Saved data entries
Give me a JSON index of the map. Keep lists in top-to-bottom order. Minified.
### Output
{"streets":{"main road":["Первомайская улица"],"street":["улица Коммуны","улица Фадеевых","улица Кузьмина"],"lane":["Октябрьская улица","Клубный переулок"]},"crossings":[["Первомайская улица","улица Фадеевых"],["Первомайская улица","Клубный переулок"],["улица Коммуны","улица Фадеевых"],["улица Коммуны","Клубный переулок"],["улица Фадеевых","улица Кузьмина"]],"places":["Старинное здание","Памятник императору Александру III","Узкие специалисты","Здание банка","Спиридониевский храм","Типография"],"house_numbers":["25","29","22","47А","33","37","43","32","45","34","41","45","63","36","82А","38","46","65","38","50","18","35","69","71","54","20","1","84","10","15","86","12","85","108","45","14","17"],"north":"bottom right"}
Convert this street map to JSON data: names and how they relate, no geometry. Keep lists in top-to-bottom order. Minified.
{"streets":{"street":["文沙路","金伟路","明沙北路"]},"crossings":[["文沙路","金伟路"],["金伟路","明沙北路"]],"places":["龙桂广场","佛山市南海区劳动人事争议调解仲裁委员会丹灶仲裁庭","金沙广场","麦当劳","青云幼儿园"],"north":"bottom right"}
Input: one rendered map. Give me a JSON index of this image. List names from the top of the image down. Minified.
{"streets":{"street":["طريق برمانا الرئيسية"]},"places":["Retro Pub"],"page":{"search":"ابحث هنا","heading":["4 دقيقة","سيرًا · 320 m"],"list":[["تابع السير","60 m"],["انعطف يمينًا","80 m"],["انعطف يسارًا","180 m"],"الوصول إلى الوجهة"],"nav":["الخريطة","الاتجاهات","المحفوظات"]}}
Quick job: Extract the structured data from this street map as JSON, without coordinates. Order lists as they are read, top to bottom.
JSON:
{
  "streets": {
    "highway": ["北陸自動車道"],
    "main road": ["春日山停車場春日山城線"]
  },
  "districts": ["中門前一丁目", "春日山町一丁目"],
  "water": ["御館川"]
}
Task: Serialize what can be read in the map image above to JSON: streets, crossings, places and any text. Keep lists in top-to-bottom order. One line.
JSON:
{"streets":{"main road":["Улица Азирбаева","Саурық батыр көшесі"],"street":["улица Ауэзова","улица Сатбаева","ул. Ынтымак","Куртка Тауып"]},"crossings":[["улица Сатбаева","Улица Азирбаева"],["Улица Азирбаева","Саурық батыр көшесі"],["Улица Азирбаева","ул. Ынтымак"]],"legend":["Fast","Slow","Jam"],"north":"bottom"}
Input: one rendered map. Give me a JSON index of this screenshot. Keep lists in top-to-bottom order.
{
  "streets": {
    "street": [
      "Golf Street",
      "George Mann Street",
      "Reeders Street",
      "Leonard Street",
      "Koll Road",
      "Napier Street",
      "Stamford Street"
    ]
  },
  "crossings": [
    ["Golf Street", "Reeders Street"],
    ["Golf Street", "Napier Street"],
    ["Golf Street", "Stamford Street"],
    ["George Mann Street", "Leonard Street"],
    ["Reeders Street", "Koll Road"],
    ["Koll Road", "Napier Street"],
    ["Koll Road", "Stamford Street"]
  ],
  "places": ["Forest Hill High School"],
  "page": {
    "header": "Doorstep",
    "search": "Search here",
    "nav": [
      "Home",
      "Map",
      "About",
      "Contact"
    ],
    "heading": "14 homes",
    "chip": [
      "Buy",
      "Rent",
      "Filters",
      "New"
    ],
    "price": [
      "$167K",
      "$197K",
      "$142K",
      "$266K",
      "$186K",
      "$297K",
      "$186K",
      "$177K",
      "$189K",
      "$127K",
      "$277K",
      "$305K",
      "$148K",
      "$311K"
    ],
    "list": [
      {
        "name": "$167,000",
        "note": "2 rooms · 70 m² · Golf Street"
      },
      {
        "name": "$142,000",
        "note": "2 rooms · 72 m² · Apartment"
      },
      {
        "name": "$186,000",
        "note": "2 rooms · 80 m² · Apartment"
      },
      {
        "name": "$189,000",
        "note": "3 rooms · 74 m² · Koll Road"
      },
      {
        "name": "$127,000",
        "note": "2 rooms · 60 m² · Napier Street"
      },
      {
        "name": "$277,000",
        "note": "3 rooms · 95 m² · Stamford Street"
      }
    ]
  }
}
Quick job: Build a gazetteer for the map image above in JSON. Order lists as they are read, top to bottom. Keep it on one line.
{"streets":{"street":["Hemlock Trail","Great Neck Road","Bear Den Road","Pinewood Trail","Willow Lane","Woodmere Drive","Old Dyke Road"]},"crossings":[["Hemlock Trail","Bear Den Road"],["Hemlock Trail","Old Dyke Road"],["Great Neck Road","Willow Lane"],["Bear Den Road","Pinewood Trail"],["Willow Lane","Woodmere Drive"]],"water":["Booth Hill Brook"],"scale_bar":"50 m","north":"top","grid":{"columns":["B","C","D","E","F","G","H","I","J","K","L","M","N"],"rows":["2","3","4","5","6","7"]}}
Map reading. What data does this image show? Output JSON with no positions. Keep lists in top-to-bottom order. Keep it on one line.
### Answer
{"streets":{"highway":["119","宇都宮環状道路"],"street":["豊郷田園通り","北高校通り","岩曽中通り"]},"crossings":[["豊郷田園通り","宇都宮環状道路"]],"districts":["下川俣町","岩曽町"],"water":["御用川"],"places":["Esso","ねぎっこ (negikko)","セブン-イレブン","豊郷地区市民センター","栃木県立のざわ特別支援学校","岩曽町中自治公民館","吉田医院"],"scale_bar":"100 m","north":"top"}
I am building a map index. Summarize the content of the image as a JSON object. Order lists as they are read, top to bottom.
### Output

- _What you should do_: Down to the last line, copy the entries above exactly.

- _Task output_:
Give me a JSON index of the map. Keep lists in top-to-bottom order. Minified.
### Output
{"streets":{"main road":["Первомайская улица"],"street":["улица Коммуны","улица Фадеевых","улица Кузьмина"],"lane":["Октябрьская улица","Клубный переулок"]},"crossings":[["Первомайская улица","улица Фадеевых"],["Первомайская улица","Клубный переулок"],["улица Коммуны","улица Фадеевых"],["улица Коммуны","Клубный переулок"],["улица Фадеевых","улица Кузьмина"]],"places":["Старинное здание","Памятник императору Александру III","Узкие специалисты","Здание банка","Спиридониевский храм","Типография"],"house_numbers":["25","29","22","47А","33","37","43","32","45","34","41","45","63","36","82А","38","46","65","38","50","18","35","69","71","54","20","1","84","10","15","86","12","85","108","45","14","17"],"north":"bottom right"}
Convert this street map to JSON data: names and how they relate, no geometry. Keep lists in top-to-bottom order. Minified.
{"streets":{"street":["文沙路","金伟路","明沙北路"]},"crossings":[["文沙路","金伟路"],["金伟路","明沙北路"]],"places":["龙桂广场","佛山市南海区劳动人事争议调解仲裁委员会丹灶仲裁庭","金沙广场","麦当劳","青云幼儿园"],"north":"bottom right"}
Input: one rendered map. Give me a JSON index of this image. List names from the top of the image down. Minified.
{"streets":{"street":["طريق برمانا الرئيسية"]},"places":["Retro Pub"],"page":{"search":"ابحث هنا","heading":["4 دقيقة","سيرًا · 320 m"],"list":[["تابع السير","60 m"],["انعطف يمينًا","80 m"],["انعطف يسارًا","180 m"],"الوصول إلى الوجهة"],"nav":["الخريطة","الاتجاهات","المحفوظات"]}}
Quick job: Extract the structured data from this street map as JSON, without coordinates. Order lists as they are read, top to bottom.
JSON:
{
  "streets": {
    "highway": ["北陸自動車道"],
    "main road": ["春日山停車場春日山城線"]
  },
  "districts": ["中門前一丁目", "春日山町一丁目"],
  "water": ["御館川"]
}
Task: Serialize what can be read in the map image above to JSON: streets, crossings, places and any text. Keep lists in top-to-bottom order. One line.
JSON:
{"streets":{"main road":["Улица Азирбаева","Саурық батыр көшесі"],"street":["улица Ауэзова","улица Сатбаева","ул. Ынтымак","Куртка Тауып"]},"crossings":[["улица Сатбаева","Улица Азирбаева"],["Улица Азирбаева","Саурық батыр көшесі"],["Улица Азирбаева","ул. Ынтымак"]],"legend":["Fast","Slow","Jam"],"north":"bottom"}
Input: one rendered map. Give me a JSON index of this screenshot. Keep lists in top-to-bottom order.
{
  "streets": {
    "street": [
      "Golf Street",
      "George Mann Street",
      "Reeders Street",
      "Leonard Street",
      "Koll Road",
      "Napier Street",
      "Stamford Street"
    ]
  },
  "crossings": [
    ["Golf Street", "Reeders Street"],
    ["Golf Street", "Napier Street"],
    ["Golf Street", "Stamford Street"],
    ["George Mann Street", "Leonard Street"],
    ["Reeders Street", "Koll Road"],
    ["Koll Road", "Napier Street"],
    ["Koll Road", "Stamford Street"]
  ],
  "places": ["Forest Hill High School"],
  "page": {
    "header": "Doorstep",
    "search": "Search here",
    "nav": [
      "Home",
      "Map",
      "About",
      "Contact"
    ],
    "heading": "14 homes",
    "chip": [
      "Buy",
      "Rent",
      "Filters",
      "New"
    ],
    "price": [
      "$167K",
      "$197K",
      "$142K",
      "$266K",
      "$186K",
      "$297K",
      "$186K",
      "$177K",
      "$189K",
      "$127K",
      "$277K",
      "$305K",
      "$148K",
      "$311K"
    ],
    "list": [
      {
        "name": "$167,000",
        "note": "2 rooms · 70 m² · Golf Street"
      },
      {
        "name": "$142,000",
        "note": "2 rooms · 72 m² · Apartment"
      },
      {
        "name": "$186,000",
        "note": "2 rooms · 80 m² · Apartment"
      },
      {
        "name": "$189,000",
        "note": "3 rooms · 74 m² · Koll Road"
      },
      {
        "name": "$127,000",
        "note": "2 rooms · 60 m² · Napier Street"
      },
      {
        "name": "$277,000",
        "note": "3 rooms · 95 m² · Stamford Street"
      }
    ]
  }
}
Quick job: Build a gazetteer for the map image above in JSON. Order lists as they are read, top to bottom. Keep it on one line.
{"streets":{"street":["Hemlock Trail","Great Neck Road","Bear Den Road","Pinewood Trail","Willow Lane","Woodmere Drive","Old Dyke Road"]},"crossings":[["Hemlock Trail","Bear Den Road"],["Hemlock Trail","Old Dyke Road"],["Great Neck Road","Willow Lane"],["Bear Den Road","Pinewood Trail"],["Willow Lane","Woodmere Drive"]],"water":["Booth Hill Brook"],"scale_bar":"50 m","north":"top","grid":{"columns":["B","C","D","E","F","G","H","I","J","K","L","M","N"],"rows":["2","3","4","5","6","7"]}}
Map reading. What data does this image show? Output JSON with no positions. Keep lists in top-to-bottom order. Keep it on one line.
### Answer
{"streets":{"highway":["119","宇都宮環状道路"],"street":["豊郷田園通り","北高校通り","岩曽中通り"]},"crossings":[["豊郷田園通り","宇都宮環状道路"]],"districts":["下川俣町","岩曽町"],"water":["御用川"],"places":["Esso","ねぎっこ (negikko)","セブン-イレブン","豊郷地区市民センター","栃木県立のざわ特別支援学校","岩曽町中自治公民館","吉田医院"],"scale_bar":"100 m","north":"top"}
I am building a map index. Summarize the content of the image as a JSON object. Order lists as they are read, top to bottom.
### Output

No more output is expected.